Abstract
Recent advances with Convolutional Networks
(ConvNets) have shifted the bottleneck for many computer vision tasks to annotated data collection. In this
paper, we present a geometry-driven approach to automatically collect annotations for human pose prediction tasks.
Starting from a generic ConvNet for 2D human pose, and
assuming a multi-view setup, we describe an automatic
way to collect accurate 3D human pose annotations. We
capitalize on constraints offered by the 3D geometry of the
camera setup and the 3D structure of the human body to
probabilistically combine per view 2D ConvNet predictions
into a globally optimal 3D pose. This 3D pose is used as
the basis for harvesting annotations.

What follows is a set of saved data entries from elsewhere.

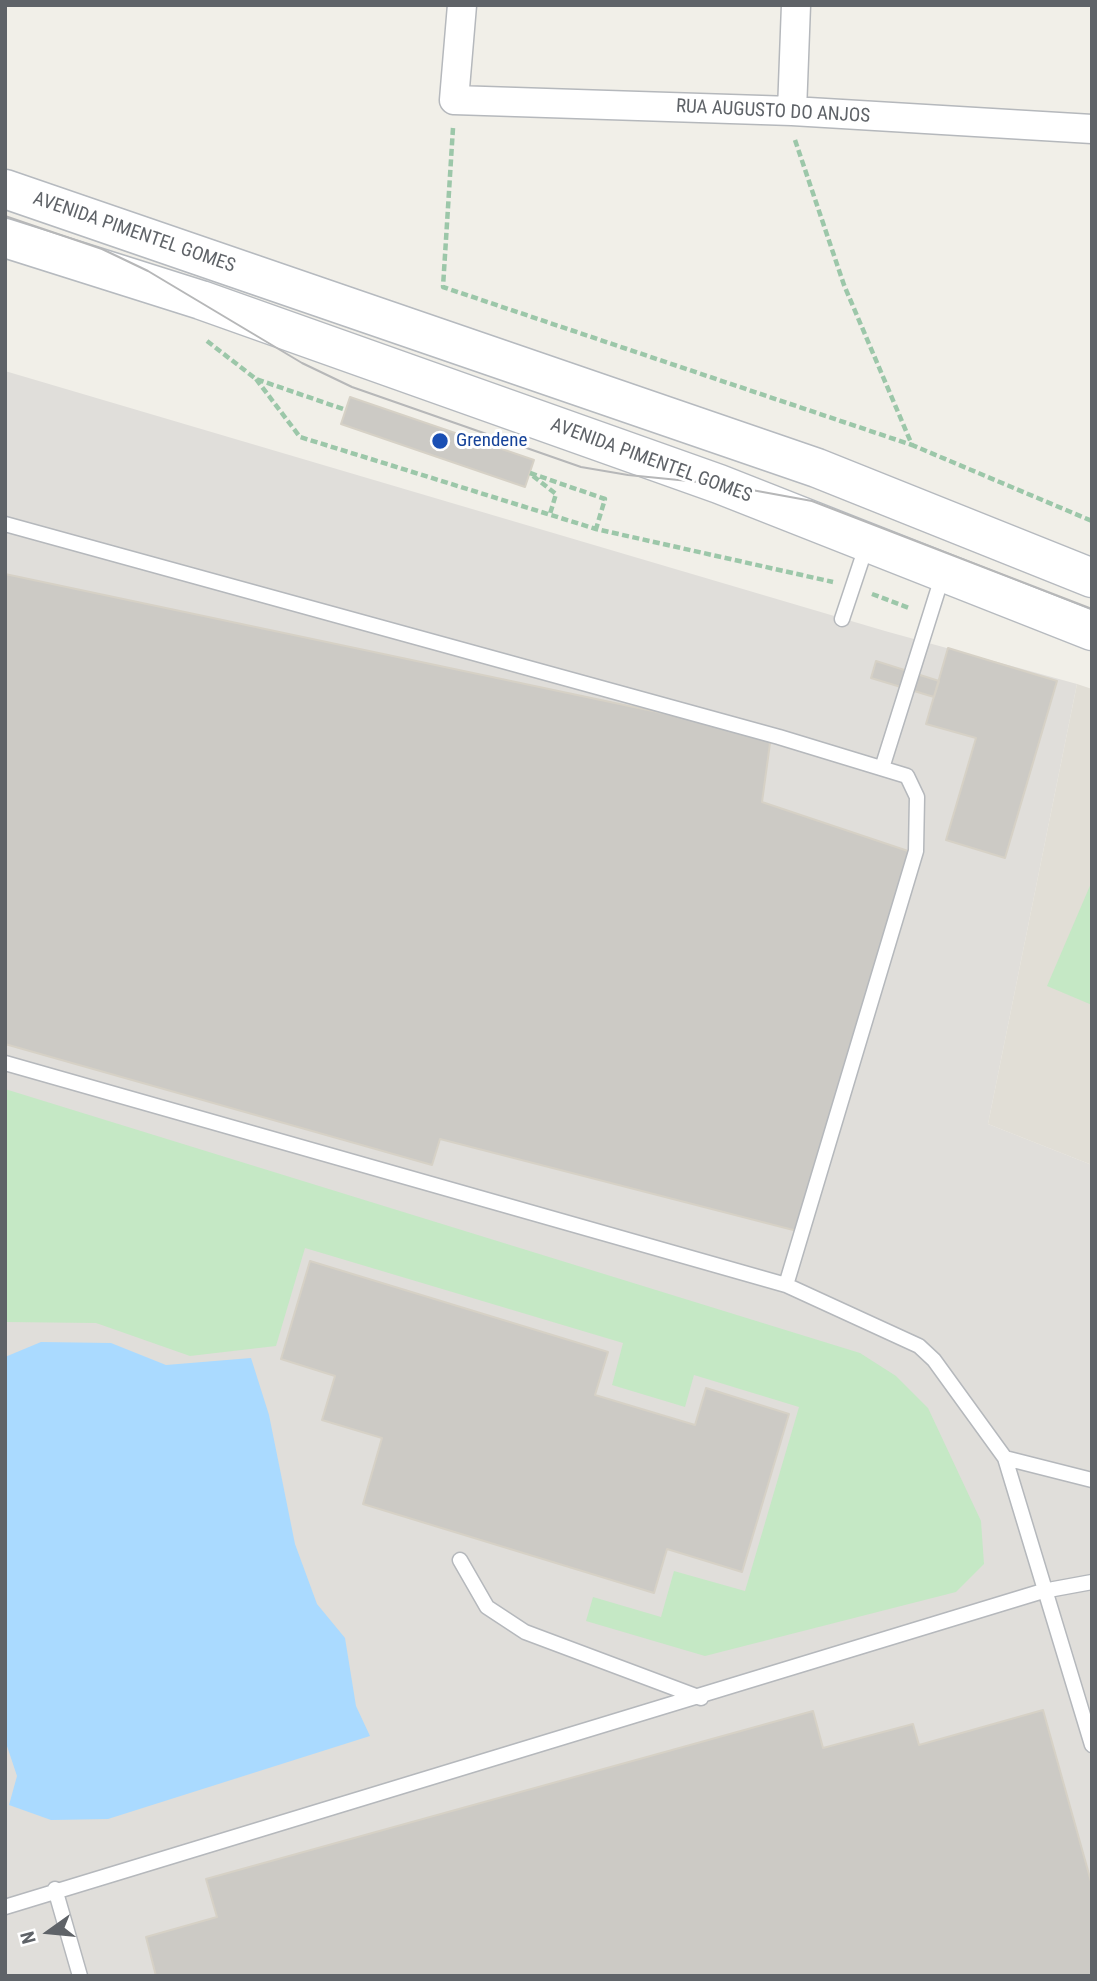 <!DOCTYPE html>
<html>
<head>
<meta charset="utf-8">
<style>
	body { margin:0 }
	#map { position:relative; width:1097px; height:1981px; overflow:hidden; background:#f1efe8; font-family:"Roboto Condensed",sans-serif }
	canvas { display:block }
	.frame { position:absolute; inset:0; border:7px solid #5f6368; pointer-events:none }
	.north { position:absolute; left:14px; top:1897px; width:70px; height:70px; -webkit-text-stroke:5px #fff; paint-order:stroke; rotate:255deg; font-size:19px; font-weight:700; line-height:28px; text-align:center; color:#5f6368 }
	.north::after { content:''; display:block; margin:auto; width:24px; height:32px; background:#5f6368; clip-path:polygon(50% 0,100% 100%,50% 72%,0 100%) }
</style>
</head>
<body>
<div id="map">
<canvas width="1097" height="1981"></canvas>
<div class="frame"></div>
<div class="north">N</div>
</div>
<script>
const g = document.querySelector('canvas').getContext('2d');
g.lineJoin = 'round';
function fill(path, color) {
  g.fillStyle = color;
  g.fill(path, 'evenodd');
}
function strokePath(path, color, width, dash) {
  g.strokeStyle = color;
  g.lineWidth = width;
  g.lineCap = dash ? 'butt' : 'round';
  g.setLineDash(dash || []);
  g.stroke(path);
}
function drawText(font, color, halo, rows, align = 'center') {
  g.font = font + ' "Roboto Condensed",sans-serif';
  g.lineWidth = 6;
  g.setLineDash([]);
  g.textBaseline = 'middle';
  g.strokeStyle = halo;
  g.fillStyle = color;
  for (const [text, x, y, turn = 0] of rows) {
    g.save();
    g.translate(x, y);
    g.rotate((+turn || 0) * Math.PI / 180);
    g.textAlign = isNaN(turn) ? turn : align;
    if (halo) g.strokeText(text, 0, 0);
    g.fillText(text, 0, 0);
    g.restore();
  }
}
fill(new Path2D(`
	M5 371 885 631 1077 684 988 1124 1092 1165V1976H5Z`), '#e0deda');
fill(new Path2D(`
	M1077 684 1092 689V1165L988 1124Z`), '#e1ded6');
fill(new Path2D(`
	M1092 881V1005L1047 986Z
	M5 1089 860 1353 896 1376 928 1408 981 1521 984 1564 956 1592 705 1656 586 1621 593 1597 661 1617 674 1571 745 1591 799 1407 694 1375 685 1407 612 1385 623 1343 305 1248 276 1346 190 1356 96 1323 5 1322Z`), '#c5e8c5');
fill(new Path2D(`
	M41 1342 111 1343 166 1365 251 1358 269 1415 295 1544 317 1604 345 1638 356 1706 370 1736 108 1819 51 1820 9 1805 17 1776 5 1740V1357Z`), '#aadaff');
const building = new Path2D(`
	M350 397 534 460 525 487 341 424Z
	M5 574 771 736 762 802 911 852 801 1232 440 1139 432 1165 5 1044Z
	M948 648 1057 681 1005 858 946 840 976 738 926 724Z
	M876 661 939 681 934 697 871 678Z
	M310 1261 608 1352 595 1395 695 1425 706 1388 789 1414 742 1572 667 1549 654 1593 363 1504 382 1438 322 1420 335 1376 281 1359Z
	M1043 1710 1092 1885V1976H156L146 1937 217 1917 206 1879 813 1711 823 1748 913 1724 919 1745Z`);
fill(building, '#cccac5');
strokePath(building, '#d6d1c6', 2);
const lane = new Path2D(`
	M5 524 779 737 907 776 917 797 916 851 786 1285
	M842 619 867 544
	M882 768 943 574
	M5 1063 786 1285 919 1346 934 1360 1005 1458 1092 1745
	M1005 1458 1092 1480
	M460 1560 487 1607 525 1632 701 1698
	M55 1889 80 1976
	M5 1907 1043 1591 1092 1582`);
const street = new Path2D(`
	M462 5 454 100 792 111 1092 129
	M792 111 796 5`);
const secondary = new Path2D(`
	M5 189 817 468 1092 578
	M5 238 201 300 719 484 1092 631`);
strokePath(lane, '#b5b8bc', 17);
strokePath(street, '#b5b8bc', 31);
strokePath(secondary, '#b6babf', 41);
strokePath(new Path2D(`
	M453 128 443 287 912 445
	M795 140 844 285 912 445 1092 521
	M207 341 256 379 346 410
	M256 379 300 437 596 529 833 582
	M530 473 605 499 596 529
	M533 476 556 494 550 514
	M872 594 909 608`), '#9cc7a9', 4.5, [7, 3.5]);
strokePath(lane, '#fff', 14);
strokePath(street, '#fff', 28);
strokePath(secondary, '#fff', 38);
strokePath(new Path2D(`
	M5 216 102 249 148 271 302 363 352 387 581 467 628 475 719 484 812 501 1092 609`), '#b6b7b8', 2);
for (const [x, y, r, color] of [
	[440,441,9,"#1a4fb4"]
]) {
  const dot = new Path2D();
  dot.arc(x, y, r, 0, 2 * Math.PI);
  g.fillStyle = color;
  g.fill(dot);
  strokePath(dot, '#fff', 2.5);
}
drawText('19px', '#5f6368', '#fff', [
	["RUA AUGUSTO DO ANJOS",773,112,3],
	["AVENIDA PIMENTEL GOMES",134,233,19],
	["AVENIDA PIMENTEL GOMES",651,461,20]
]);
drawText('19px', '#164399', '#fff', [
	["Grendene",456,441]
], 'left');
</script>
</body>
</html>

The benefit of the
annotations produced automatically with our approach is
demonstrated in two challenging settings: (i) fine-tuning
a generic ConvNet-based 2D pose predictor to capture
the discriminative aspects of a subject’s appearance
(i.e.,“personalization”), and (ii) training a ConvNet from
scratch for single view 3D human pose prediction without
leveraging 3D pose groundtruth. The proposed multi-view
pose estimator achieves state-of-the-art results on standard
benchmarks, demonstrating the effectiveness of our method
in exploiting the available multi-view information.